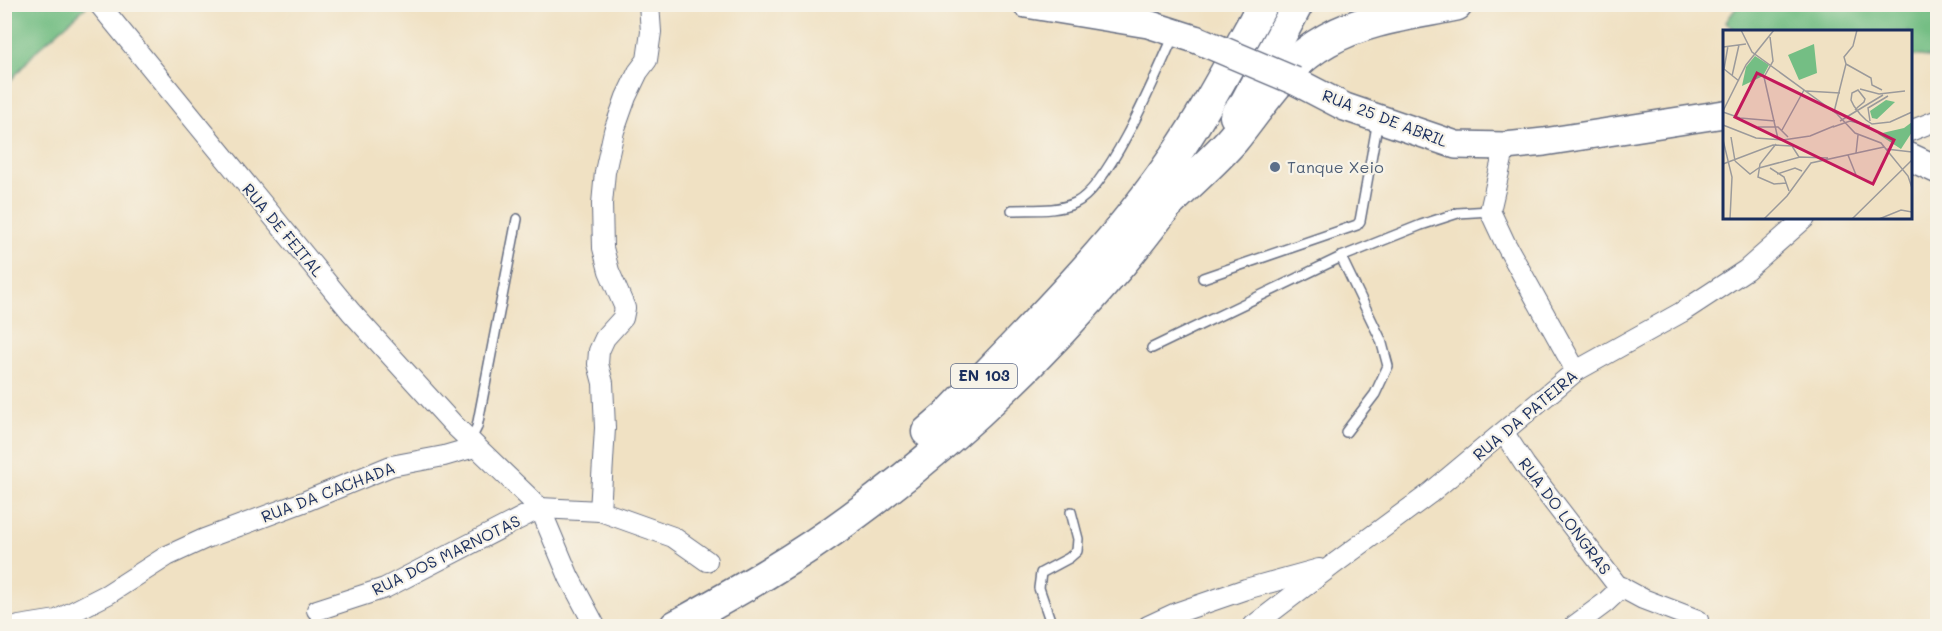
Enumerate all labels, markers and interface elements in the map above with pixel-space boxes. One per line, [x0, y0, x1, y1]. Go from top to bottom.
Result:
inset map [1723, 30, 1912, 219]
street label: RUA 25 DE ABRIL [1320, 84, 1451, 151]
place label: Tanque Xeio [1287, 156, 1384, 177]
marker: Tanque Xeio [1268, 160, 1282, 174]
street label: RUA DE FEITAL [238, 179, 329, 281]
road number: EN 103 [951, 364, 1017, 388]
street label: RUA DA PATEIRA [1468, 365, 1581, 465]
street label: RUA DO LONGRAS [1515, 453, 1616, 578]
street label: RUA DA CACHADA [258, 456, 398, 527]
street label: RUA DOS MARNOTAS [368, 510, 523, 600]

_ _ _

[What is required]:
Pictures stay out; the records above are otherwise reproduced exactly.

[Written answer]:
Enumerate all labels, markers and interface elements in the map above with pixel-space boxes. One per line, [x0, y0, x1, y1]. Go from top to bottom.
Result:
inset map [1723, 30, 1912, 219]
street label: RUA 25 DE ABRIL [1320, 84, 1451, 151]
place label: Tanque Xeio [1287, 156, 1384, 177]
marker: Tanque Xeio [1268, 160, 1282, 174]
street label: RUA DE FEITAL [238, 179, 329, 281]
road number: EN 103 [951, 364, 1017, 388]
street label: RUA DA PATEIRA [1468, 365, 1581, 465]
street label: RUA DO LONGRAS [1515, 453, 1616, 578]
street label: RUA DA CACHADA [258, 456, 398, 527]
street label: RUA DOS MARNOTAS [368, 510, 523, 600]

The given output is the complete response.